##### Data supplied #####

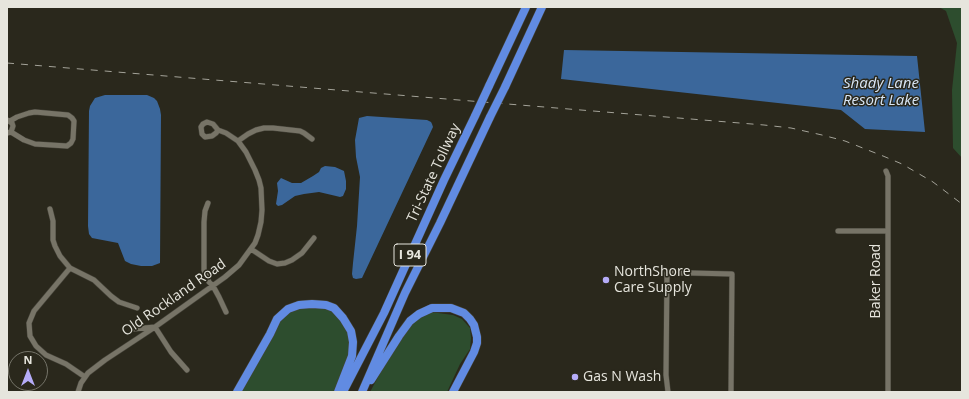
<!DOCTYPE html>
<style>
body{margin:0}
#map{position:relative;width:969px;height:399px;overflow:hidden;background:#2a281c;font-family:"Open Sans",sans-serif}
canvas{display:block}
.frame{position:absolute;inset:0;border:8px solid #e6e5dd;pointer-events:none}
.north{position:absolute;left:8px;top:351px;width:40px;height:40px;box-sizing:border-box;background:#2a281c;border:1px solid #757469;border-radius:50%;rotate:0deg;font-size:11px;font-weight:700;line-height:16px;text-align:center;color:#e6e5dd}
.north::after{content:'';display:block;margin:auto;width:14px;height:18px;background:#b5acf8;clip-path:polygon(50% 0,100% 100%,50% 72%,0 100%)}
</style>
<div id="map">
<canvas width="969" height="399"></canvas>
<div class="frame"></div>
<div class="north">N</div>
</div>
<script>
const ctx = document.querySelector('canvas').getContext('2d');
ctx.lineJoin = 'round';
function fill(path, color) {
  ctx.fillStyle = color;
  ctx.fill(path, 'evenodd');
}
function poly(rows) {
  const path = new Path2D();
  for (const r of rows) {
    path.moveTo(r[0], r[1]);
    for (let i = 2; i < r.length; i += 2) path.lineTo(r[i], r[i + 1]);
  }
  return path;
}
function trace(path, color, width, dash) {
  ctx.strokeStyle = color;
  ctx.lineWidth = width;
  ctx.lineCap = dash ? 'butt' : 'round';
  ctx.setLineDash(dash || []);
  ctx.stroke(path);
}
function label(font, color, halo, rows, align = 'center') {
  ctx.font = font + ' "Open Sans",sans-serif';
  ctx.lineWidth = 3;
  ctx.setLineDash([]);
  ctx.textBaseline = 'middle';
  ctx.strokeStyle = halo;
  ctx.fillStyle = color;
  for (const [text, x, y, turn = 0] of rows) {
    ctx.save();
    ctx.translate(x, y);
    ctx.rotate((+turn || 0) * Math.PI / 180);
    ctx.textAlign = isNaN(turn) ? turn : align;
    if (halo) ctx.strokeText(text, 0, 0);
    ctx.fillText(text, 0, 0);
    ctx.restore();
  }
}
const green = poly([
 [939,7,962,7,962,158,953,148,952,90,957,43,946,11],
 [304,305,334,309,347,326,351,346,342,376,334,392,237,392,279,319,288,310],
 [431,312,453,315,462,319,470,328,471,338,470,349,460,364,447,392,370,392,384,366,402,336,414,320]
]);
const water = poly([
 [564,50,917,56,925,132,865,129,841,110,561,79],
 [105,95,147,95,154,98,157,101,160,109,161,115,160,263,152,266,141,266,131,264,125,261,118,243,92,238,89,234,88,226,89,111,90,106,95,98],
 [367,116,427,120,431,122,432,124,433,127,362,278,356,279,353,278,352,274,353,263,357,226,360,177,356,157,355,140,359,118],
 [325,166,335,167,344,171,346,181,346,189,343,196,340,197,336,196,319,192,304,194,295,196,282,205,278,206,276,204,278,191,277,183,281,178,292,183,301,183,313,176,319,172,321,168]
]);
const minor = poly([
 [7,120,12,123,13,126,11,132,7,133],
 [10,121,17,117,29,113,35,112,68,115,72,118,74,121,73,139,71,143,67,146,35,144,24,140,11,132],
 [238,141,248,134,256,130,264,128,273,128,300,131,304,133,312,139],
 [886,171,888,176,888,392],
 [208,203,205,211,204,222,204,270,209,282,213,286,219,297,226,312],
 [50,209,53,221,53,240,55,246,60,256,70,268,94,280,111,296,119,302,137,308],
 [838,231,888,231],
 [251,249,269,261,277,264,285,263,292,260,302,253,314,238],
 [70,268,34,311,29,323,30,336,36,346,46,355,66,364,85,377],
 [133,329,155,327,171,352,187,370],
 [78,392,81,383,88,373,105,360,155,327,225,277,239,265,255,243,258,235,261,222,262,210,261,188,259,180,255,170,246,152,238,141,226,133,218,130,213,124,207,122,203,124,201,127,202,134,205,137,212,136,216,133,218,130],
 [668,392,666,375,667,273,692,273,732,274,731,392]
]);
const highway = poly([
 [489,86,526,7],
 [505,87,542,7],
 [371,380,399,336,410,321,419,314,432,308,451,308,464,313,470,319,474,325,477,337,477,343,474,352,453,392],
 [237,392,270,334,277,319,288,309,299,305,312,304,326,305,334,308,343,318,351,331,353,342,352,356,338,392],
 [343,392,384,313,444,180,475,116],
 [362,392,405,293,440,223,490,117]
]);
const rail = poly([
 [7,63,764,125,791,128,822,135,845,141,883,156,902,164,933,182,962,204]
]);
const highwayBridge = poly([
 [475,116,489,86],
 [490,117,505,87]
]);
const markers = [
 [606,280,4,"#b5acf8"],
 [575,377,4,"#b5acf8"]
];
const shields = [
 [410,255,32]
];
const shieldNames = [
 ["I 94",410,255]
];
const streetNames = [
 ["Tri-State Tollway",434,173,-65],
 ["Baker Road",876,281,-90],
 ["Old Rockland Road",174,298,-35]
];
const poiNames = [
 ["NorthShore",614,272],
 ["Care Supply",614,288],
 ["Gas N Wash",583,377]
];
const waterNames = [
 ["Shady Lane",881,84],
 ["Resort Lake",881,101]
];
fill(green, '#2d4d2e');
fill(water, '#3b679b');
trace(minor, '#46443a', 6);
trace(highway, '#46443a', 9);
trace(minor, '#777467', 5);
trace(highway, '#618be2', 8);
trace(rail, '#a4a399', 1, [7, 7]);
trace(highwayBridge, '#46443a', 9, []);
trace(highwayBridge, '#618be2', 8);
for (const [x, y, r, color] of markers) {
  const dot = new Path2D();
  dot.arc(x, y, r, 0, 2 * Math.PI);
  ctx.fillStyle = color;
  ctx.fill(dot);
  trace(dot, '#2a281c', 1.5);
}
for (const [x, y, w] of shields) {
  const box = new Path2D();
  box.roundRect(x - w / 2, y - 11, w, 22, 3);
  ctx.fillStyle = '#2a281c';
  ctx.fill(box);
  trace(box, '#e6e5dd', 1);
}
label('bold 13px', '#e6e5dd', null, shieldNames);
label('14px', '#e6e5dd', '#2a281c', streetNames);
label('14px', '#e6e5dd', '#2a281c', poiNames, 'left');
label('italic 15px', '#d9e6f5', '#2a281c', waterNames);
</script>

#####

## Work task
What do the lines above say from the one containing "ctx.fill(dot);" down to the one containing "label('14px', '#e6e5dd', '#2a281c', streetNames);"? Return them exactly, both end lines included, and only them.

## Result of this exercise
  ctx.fill(dot);
  trace(dot, '#2a281c', 1.5);
}
for (const [x, y, w] of shields) {
  const box = new Path2D();
  box.roundRect(x - w / 2, y - 11, w, 22, 3);
  ctx.fillStyle = '#2a281c';
  ctx.fill(box);
  trace(box, '#e6e5dd', 1);
}
label('bold 13px', '#e6e5dd', null, shieldNames);
label('14px', '#e6e5dd', '#2a281c', streetNames);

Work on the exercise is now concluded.